* [PROBLEM DESCRIPTION]: Sort through the listing below and keep each line with the word "roads". Copy those.

* [LISTED RECORDS]:
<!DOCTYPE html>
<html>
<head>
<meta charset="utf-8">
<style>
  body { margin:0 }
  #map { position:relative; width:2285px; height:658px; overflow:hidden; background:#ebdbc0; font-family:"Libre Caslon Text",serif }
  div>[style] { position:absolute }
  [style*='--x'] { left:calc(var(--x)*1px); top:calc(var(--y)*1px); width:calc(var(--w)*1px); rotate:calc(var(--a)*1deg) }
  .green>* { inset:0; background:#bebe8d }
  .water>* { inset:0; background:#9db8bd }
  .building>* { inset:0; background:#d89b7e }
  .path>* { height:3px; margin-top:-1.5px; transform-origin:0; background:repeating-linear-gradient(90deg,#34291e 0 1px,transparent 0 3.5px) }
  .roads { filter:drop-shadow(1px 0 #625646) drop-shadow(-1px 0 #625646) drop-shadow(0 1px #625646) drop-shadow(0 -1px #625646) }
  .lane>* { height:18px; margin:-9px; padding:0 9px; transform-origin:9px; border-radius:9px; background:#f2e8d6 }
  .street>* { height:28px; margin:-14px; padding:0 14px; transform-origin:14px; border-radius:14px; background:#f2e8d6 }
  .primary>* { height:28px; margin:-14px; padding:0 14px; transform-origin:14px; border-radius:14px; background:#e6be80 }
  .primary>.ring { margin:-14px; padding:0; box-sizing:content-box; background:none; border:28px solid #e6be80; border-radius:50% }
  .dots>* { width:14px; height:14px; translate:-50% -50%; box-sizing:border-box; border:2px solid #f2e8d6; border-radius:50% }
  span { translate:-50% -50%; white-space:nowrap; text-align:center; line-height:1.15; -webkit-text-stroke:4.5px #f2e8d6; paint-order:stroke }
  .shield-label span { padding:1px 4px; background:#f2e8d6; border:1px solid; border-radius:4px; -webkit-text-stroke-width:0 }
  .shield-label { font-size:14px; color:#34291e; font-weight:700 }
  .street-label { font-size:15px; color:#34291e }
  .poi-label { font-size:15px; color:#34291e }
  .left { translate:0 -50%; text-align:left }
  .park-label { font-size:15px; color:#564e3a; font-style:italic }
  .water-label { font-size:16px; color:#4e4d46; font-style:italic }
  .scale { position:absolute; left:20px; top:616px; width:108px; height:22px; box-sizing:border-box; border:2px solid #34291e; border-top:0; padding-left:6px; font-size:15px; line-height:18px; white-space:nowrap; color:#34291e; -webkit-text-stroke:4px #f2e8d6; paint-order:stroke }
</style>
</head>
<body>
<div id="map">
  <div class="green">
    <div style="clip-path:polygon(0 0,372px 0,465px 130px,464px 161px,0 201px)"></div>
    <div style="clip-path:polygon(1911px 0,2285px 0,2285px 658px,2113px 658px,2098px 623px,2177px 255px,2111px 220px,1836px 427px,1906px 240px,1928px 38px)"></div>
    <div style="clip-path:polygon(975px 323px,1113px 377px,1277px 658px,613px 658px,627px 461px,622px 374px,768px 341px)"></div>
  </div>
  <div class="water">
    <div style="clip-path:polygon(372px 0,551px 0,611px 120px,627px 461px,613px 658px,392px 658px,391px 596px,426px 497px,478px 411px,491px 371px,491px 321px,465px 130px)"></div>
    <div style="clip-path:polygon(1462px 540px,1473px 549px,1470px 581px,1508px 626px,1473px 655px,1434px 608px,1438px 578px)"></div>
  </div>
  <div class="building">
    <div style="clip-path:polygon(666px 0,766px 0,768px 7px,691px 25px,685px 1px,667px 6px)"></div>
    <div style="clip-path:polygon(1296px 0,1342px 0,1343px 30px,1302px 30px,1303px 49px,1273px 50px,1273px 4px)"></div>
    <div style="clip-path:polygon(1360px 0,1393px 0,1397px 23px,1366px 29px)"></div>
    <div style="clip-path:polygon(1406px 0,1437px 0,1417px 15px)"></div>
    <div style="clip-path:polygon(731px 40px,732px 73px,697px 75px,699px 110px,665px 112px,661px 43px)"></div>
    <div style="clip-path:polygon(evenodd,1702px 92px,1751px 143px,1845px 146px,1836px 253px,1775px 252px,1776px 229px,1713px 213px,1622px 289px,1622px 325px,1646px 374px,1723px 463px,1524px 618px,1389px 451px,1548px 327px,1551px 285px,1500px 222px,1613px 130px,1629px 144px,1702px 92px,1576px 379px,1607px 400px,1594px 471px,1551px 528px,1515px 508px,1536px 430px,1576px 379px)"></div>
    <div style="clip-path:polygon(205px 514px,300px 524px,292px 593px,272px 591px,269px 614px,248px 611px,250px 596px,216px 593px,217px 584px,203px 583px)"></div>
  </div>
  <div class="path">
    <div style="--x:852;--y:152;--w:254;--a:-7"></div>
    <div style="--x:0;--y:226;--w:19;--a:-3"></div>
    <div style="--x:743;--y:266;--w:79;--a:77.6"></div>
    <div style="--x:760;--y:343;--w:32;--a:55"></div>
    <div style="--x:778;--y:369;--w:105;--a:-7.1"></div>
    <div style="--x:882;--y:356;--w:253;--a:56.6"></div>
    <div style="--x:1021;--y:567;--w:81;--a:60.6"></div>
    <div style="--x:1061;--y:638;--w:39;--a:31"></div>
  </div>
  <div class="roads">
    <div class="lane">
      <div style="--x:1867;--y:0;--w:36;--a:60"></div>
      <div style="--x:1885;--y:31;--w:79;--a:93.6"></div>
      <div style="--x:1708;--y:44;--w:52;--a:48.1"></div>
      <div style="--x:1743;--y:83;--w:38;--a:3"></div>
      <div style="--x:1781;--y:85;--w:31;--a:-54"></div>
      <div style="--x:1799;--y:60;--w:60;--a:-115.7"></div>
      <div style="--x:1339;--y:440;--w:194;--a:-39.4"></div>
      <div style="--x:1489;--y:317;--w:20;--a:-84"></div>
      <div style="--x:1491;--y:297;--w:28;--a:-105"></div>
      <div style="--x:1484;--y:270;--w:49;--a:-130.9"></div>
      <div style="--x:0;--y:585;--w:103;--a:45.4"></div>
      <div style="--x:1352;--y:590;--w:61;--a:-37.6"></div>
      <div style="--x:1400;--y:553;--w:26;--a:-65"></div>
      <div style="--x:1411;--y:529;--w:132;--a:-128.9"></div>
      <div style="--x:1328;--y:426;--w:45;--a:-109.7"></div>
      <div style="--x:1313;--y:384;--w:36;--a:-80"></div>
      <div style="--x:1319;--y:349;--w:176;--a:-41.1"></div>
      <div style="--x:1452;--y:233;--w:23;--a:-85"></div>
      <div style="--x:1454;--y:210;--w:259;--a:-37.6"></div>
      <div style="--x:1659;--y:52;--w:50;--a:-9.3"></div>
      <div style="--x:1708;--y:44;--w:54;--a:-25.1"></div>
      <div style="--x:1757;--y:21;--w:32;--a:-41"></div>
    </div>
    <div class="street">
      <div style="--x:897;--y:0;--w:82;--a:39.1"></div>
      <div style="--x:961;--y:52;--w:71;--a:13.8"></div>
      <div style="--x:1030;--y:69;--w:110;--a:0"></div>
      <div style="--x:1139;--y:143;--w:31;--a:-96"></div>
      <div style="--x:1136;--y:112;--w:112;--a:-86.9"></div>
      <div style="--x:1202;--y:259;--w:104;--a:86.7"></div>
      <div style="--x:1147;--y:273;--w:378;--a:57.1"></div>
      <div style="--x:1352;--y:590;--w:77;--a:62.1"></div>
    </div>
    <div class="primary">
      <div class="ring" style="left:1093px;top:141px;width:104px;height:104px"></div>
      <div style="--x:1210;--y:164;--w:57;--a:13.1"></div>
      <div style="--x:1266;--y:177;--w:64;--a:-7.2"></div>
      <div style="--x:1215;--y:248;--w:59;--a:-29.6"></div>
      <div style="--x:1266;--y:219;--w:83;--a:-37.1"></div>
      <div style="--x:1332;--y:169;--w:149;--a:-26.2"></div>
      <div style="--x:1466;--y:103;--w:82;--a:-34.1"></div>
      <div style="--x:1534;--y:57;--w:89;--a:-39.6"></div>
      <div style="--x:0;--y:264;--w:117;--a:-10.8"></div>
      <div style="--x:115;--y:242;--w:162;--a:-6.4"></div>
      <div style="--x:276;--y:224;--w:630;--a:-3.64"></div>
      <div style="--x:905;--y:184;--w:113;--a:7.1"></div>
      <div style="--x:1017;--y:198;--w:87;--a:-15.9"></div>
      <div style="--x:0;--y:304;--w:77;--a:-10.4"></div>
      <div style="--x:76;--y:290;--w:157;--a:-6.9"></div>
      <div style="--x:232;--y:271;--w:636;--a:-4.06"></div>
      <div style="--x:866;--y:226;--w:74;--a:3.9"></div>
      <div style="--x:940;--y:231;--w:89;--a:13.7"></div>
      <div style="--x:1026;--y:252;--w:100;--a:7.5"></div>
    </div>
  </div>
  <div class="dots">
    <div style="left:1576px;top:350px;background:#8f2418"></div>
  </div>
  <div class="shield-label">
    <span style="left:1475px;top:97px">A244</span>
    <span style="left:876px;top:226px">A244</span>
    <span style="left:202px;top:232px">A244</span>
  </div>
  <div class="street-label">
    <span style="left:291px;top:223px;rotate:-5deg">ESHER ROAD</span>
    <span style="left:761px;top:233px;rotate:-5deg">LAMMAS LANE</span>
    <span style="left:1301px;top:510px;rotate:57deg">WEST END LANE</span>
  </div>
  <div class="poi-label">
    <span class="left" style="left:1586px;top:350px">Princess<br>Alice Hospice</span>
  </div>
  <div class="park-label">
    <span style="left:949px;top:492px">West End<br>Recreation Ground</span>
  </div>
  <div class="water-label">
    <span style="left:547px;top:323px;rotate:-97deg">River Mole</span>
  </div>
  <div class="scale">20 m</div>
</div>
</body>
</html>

* [RESULT OF THE TASK]:
  .roads { filter:drop-shadow(1px 0 #625646) drop-shadow(-1px 0 #625646) drop-shadow(0 1px #625646) drop-shadow(0 -1px #625646) }
  <div class="roads">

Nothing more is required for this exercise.